Ashleigh Barty Is Always At Home

Ash Barty screams after winning the Australian Open.

Clive Brunskill/Getty Images

At the end of an untouchable Australian Open run, in the last possible moment, Ashleigh Barty finally hit a patch of peril. It must have felt unfamiliar. She hadn't dropped a set all tournament, and she'd lost her serve just once, in the fourth round. But her opponent in the final, Danielle Collins, was the first opponent to look unfazed by Barty's perturbing backhand slice. The ball seemed to hang in a comfort zone for Collins's kill shot, a backhand she can scoop up and take deep into the court. The American, swinging free and screaming as only she can, broke Barty's serve twice to go up 5-1, and prepared to serve out the second set. Riding an upswell in her streaky power game, she'd push the championship to a deciding set.

There would be no decider. Instead, the No. 1 seed took complete editorial control over the rest of match, revising her game plan. If Collins wasn't fazed by the slice, then Barty would drive her backhand with two hands—or better yet, run around the backhand and pry open the court with great big inside-out forehands. Finally pushed to re-evaluate, and conjure up her best focused tennis, Barty won four games in a row to bring the set back on serve, then owned the tiebreak, winning her home major for the first time, 6-3, 7-6(2). This set, and this run, just extends the distance between Ash Barty and the rest of the tour, by both the points and the eye test.

Barty has the best serve on tour despite being 5-foot-5, which is the detail that illuminates her game. It's built not on size and power, but on hand-eye coordination, racket feel, foot speed, and decision-making. This amounts to pure comfort. Some top players (like Collins, who just entered the Top 10) look as if they're constantly wrestling with their power. Other top players (like Naomi Osaka, baseline crusher) prefer not to stray from their happy place on the court because of the unpleasant shots they might have to hit closer to the net. But a prime Barty performance looks like an instructional montage, as if she's remembering, and enjoying, all the different ways you can make a ball move with a racket.
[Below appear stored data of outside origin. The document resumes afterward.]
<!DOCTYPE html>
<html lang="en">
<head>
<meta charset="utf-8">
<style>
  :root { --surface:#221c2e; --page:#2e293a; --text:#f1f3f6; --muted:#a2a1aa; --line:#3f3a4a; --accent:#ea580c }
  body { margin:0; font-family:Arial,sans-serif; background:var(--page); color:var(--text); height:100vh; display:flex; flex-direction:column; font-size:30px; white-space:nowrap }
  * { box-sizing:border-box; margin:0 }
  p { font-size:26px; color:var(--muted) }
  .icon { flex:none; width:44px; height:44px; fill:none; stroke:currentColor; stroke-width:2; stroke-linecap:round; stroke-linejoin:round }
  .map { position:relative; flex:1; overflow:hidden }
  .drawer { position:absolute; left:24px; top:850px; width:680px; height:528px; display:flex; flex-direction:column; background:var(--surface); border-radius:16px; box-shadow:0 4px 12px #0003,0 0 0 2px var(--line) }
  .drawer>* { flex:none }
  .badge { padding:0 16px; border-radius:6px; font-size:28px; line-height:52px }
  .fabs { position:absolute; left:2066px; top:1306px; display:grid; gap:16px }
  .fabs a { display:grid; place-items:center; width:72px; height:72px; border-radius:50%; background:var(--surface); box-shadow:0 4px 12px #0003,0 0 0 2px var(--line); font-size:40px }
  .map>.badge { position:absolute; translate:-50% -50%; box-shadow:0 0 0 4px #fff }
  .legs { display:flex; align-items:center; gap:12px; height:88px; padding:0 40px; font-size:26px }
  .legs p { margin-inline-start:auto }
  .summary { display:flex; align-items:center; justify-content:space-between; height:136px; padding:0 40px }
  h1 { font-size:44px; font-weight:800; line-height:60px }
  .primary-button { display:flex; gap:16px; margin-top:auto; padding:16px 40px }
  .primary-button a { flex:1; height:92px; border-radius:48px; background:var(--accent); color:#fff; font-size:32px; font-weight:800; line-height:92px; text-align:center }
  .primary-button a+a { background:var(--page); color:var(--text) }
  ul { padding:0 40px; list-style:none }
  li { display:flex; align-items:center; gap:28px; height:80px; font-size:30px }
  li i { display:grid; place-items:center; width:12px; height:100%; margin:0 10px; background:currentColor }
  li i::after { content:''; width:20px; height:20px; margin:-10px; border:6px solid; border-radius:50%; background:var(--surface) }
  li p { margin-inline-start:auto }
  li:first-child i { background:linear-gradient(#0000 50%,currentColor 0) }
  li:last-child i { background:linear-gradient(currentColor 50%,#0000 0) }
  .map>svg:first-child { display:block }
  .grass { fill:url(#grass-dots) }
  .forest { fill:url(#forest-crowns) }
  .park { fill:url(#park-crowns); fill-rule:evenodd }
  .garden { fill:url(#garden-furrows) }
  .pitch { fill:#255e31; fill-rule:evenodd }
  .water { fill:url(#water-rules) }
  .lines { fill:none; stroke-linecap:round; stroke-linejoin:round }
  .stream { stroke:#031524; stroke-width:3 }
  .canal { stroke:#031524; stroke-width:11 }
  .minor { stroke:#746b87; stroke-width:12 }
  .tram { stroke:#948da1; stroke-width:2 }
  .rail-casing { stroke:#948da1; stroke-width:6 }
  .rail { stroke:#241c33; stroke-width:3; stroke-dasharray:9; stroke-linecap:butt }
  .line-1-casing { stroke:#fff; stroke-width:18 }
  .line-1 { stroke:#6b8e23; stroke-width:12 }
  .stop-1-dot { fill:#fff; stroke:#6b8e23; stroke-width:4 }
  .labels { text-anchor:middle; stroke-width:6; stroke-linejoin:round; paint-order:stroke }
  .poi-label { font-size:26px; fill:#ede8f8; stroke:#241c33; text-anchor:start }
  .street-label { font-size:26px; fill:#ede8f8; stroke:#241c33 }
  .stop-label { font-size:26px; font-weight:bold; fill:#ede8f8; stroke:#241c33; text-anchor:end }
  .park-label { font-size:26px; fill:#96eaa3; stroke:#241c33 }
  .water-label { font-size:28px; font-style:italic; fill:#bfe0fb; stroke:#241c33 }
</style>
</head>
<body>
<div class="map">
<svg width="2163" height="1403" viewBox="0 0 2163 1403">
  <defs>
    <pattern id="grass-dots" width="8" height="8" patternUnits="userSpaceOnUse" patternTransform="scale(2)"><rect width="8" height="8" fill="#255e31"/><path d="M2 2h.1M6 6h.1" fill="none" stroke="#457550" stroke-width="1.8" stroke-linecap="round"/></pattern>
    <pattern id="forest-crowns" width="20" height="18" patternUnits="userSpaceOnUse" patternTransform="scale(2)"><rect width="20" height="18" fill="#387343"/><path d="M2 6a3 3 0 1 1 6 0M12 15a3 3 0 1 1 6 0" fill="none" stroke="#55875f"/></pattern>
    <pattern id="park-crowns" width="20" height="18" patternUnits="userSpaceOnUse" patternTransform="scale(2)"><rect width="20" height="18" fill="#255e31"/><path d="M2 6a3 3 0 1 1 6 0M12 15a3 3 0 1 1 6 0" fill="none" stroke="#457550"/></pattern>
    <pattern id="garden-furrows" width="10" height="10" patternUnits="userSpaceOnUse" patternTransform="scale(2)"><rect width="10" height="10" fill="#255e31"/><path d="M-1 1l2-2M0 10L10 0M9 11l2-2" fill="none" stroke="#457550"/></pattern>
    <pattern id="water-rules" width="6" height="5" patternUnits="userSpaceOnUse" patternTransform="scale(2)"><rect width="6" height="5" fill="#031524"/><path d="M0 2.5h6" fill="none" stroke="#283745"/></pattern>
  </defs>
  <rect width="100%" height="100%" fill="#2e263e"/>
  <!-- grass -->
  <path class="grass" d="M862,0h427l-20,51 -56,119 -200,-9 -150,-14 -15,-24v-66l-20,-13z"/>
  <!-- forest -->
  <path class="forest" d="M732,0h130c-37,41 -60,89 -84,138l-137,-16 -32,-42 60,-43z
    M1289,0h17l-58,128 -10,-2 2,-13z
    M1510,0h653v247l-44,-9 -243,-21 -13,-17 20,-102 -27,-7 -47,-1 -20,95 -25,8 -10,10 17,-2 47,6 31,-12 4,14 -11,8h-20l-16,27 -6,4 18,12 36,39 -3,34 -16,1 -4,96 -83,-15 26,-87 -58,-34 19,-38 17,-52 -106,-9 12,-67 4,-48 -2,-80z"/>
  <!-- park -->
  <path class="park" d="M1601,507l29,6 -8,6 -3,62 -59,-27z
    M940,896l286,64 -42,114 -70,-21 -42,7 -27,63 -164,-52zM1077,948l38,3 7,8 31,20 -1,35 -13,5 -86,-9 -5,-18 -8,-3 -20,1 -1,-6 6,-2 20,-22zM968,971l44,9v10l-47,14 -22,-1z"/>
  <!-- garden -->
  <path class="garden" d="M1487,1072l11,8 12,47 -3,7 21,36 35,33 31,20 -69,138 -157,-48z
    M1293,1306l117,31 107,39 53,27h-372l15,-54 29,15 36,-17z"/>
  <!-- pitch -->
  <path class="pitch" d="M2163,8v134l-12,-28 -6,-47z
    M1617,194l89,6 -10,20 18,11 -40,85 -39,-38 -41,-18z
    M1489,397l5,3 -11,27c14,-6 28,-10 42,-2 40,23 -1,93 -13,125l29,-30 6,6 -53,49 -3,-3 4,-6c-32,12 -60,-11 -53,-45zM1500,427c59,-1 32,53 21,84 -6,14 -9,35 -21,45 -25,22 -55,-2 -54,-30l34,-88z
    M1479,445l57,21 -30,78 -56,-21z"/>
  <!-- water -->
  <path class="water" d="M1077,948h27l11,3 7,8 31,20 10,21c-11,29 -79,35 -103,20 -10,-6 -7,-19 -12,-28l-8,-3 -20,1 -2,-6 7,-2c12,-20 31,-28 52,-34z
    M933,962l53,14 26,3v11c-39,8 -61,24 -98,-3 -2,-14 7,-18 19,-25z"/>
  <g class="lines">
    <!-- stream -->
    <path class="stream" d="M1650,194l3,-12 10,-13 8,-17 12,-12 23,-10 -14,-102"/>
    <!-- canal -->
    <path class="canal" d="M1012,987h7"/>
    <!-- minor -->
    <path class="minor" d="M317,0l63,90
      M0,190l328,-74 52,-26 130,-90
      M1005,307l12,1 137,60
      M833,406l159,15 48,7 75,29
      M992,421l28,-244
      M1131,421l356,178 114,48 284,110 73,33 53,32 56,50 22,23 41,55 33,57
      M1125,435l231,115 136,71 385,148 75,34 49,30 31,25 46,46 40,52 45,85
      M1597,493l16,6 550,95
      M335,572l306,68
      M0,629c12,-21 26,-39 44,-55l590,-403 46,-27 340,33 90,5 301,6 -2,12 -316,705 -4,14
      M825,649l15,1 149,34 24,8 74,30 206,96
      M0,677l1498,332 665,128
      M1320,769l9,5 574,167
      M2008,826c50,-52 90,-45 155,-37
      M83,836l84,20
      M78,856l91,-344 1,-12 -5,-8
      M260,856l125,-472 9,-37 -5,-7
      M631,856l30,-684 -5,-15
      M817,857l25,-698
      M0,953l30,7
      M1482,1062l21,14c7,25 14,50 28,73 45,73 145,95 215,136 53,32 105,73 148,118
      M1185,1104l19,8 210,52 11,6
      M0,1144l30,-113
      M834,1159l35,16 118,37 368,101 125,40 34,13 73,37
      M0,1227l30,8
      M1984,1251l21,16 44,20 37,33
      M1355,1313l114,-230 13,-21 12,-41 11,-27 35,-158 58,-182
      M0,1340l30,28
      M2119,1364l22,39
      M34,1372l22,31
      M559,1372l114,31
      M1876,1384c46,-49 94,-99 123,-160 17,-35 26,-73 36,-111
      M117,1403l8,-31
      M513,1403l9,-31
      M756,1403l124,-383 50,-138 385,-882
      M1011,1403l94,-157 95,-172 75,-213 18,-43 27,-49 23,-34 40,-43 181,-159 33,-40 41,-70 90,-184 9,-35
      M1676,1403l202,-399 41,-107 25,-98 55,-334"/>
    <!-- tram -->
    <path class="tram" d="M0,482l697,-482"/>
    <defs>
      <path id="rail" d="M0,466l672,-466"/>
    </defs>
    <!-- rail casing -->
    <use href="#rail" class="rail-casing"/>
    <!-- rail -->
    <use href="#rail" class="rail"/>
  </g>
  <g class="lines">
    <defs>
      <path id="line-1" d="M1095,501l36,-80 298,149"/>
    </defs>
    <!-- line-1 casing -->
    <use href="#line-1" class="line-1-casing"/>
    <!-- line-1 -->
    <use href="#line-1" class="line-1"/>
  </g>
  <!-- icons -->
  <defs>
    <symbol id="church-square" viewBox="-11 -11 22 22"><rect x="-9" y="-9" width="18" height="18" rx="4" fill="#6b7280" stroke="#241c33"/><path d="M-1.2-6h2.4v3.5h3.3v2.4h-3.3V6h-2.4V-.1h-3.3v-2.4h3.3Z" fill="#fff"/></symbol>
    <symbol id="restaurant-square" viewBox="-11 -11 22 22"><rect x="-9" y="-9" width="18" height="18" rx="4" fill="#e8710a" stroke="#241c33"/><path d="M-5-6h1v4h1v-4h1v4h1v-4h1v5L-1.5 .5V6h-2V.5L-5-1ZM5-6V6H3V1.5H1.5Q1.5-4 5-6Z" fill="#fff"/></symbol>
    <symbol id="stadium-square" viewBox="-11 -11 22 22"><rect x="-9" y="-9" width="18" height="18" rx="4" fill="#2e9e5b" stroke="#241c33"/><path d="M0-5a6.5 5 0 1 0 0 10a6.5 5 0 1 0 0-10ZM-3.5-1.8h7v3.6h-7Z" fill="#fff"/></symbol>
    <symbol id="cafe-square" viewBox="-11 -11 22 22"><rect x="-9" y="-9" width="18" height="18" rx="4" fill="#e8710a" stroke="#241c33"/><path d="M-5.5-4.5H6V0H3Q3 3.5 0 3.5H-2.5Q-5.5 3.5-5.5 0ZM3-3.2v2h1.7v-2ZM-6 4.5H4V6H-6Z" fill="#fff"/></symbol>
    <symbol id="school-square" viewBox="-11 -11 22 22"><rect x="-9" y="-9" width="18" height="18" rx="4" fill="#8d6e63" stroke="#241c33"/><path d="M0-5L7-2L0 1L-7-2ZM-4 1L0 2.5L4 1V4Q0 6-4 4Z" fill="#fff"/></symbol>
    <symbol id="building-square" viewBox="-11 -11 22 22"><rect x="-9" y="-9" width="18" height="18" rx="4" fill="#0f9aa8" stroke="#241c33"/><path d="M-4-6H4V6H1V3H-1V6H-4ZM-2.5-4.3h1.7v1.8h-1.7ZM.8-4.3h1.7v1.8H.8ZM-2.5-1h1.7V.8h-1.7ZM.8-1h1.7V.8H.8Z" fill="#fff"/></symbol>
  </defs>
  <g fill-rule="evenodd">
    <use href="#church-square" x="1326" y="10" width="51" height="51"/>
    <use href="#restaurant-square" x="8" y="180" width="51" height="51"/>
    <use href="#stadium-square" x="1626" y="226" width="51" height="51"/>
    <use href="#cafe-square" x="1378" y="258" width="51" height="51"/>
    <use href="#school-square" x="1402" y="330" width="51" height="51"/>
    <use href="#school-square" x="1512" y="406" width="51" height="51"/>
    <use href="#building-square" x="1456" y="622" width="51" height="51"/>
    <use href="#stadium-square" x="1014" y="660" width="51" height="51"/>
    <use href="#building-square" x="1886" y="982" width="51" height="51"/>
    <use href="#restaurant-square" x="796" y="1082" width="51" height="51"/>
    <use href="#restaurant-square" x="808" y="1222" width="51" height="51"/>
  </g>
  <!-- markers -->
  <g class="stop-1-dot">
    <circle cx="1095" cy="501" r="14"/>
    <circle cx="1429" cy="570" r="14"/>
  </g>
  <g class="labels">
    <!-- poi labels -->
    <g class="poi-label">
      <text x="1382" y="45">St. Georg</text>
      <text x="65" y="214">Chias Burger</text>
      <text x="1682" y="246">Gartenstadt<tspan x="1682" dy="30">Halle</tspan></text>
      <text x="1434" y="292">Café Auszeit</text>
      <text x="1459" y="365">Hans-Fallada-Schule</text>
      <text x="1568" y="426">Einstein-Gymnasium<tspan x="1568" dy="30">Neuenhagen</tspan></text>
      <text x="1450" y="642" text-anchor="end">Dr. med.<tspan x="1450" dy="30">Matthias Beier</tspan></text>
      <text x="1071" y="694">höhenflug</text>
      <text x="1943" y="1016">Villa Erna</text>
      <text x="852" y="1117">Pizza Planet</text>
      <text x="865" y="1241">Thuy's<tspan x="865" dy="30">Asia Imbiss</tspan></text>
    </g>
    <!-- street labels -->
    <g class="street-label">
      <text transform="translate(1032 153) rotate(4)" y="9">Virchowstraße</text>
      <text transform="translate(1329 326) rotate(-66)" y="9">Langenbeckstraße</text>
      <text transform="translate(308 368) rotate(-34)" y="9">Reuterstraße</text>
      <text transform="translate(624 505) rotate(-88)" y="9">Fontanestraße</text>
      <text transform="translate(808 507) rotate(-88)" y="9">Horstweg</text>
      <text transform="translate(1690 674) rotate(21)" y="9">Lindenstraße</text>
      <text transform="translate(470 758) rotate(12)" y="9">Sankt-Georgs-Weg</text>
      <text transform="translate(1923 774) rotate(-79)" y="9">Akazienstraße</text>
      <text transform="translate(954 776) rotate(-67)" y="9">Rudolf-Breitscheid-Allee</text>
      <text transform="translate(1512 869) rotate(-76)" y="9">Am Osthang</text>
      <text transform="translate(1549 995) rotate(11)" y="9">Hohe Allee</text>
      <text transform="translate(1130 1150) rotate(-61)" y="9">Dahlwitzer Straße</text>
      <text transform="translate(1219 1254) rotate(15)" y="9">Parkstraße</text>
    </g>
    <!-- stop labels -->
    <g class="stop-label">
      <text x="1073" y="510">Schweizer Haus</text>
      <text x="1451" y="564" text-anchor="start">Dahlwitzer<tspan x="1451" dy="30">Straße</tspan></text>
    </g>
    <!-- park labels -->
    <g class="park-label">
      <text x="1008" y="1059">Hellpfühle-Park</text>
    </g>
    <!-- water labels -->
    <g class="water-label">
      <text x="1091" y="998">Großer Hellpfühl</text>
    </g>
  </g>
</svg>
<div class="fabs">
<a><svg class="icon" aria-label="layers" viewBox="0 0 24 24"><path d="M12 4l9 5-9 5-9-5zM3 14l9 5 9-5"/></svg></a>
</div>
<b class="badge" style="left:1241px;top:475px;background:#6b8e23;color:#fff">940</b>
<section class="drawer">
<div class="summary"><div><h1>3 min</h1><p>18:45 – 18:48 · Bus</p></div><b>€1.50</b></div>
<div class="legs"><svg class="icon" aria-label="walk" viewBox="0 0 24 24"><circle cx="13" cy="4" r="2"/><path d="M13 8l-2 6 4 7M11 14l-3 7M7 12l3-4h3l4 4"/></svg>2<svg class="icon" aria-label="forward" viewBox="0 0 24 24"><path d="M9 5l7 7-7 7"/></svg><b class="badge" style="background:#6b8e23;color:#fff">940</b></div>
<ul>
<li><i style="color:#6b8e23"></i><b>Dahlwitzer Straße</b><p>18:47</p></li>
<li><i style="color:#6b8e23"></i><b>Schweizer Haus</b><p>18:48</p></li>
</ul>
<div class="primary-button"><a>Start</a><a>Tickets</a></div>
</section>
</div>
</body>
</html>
No zone of the court is off limits, and no bag is deeper. She has more versatility on her backhand slice alone than most peers have in their whole repertoire. Nothing feels fluky or gambled; it's all carefully weighted and delivered on target. Barty is the most convincing world No. 1 in a while, one whose success hasn't been confined to particular surfaces or opponents or seasons. (OK, there may be one sticking point: Her coach Craig Tyzzer just said, somewhat bizarrely, that she won't win the U.S. Open until they pick a heavier ball.) With this Australian Open title, she becomes the only active player besides Serena Williams to have won majors on hard, clay, and grass, a testament to her surface-agnostic tennis brain and athleticism.

Barty dominated the tour last season, but winning tennis matches means playing more tennis matches, which has its costs. Australia's strict quarantine rules made travel in and out of the country incompatible with the rigors of touring. Heading into the U.S. Open as the top seed, she hadn't been home in five months. After a third-round upset, she took a long-awaited trip down under, then skipped the last few big events of the year, opting instead to hang home and sharpen up for 2022. Consider the endpoint of that plan: an Australian winning the Open for the first time in 44 years. When Barty's final forehand pass looped over Collins's shoulder, she howled, as did the Aussie crowd, capped at 85 percent capacity but hitting 285 percent volume for their girl.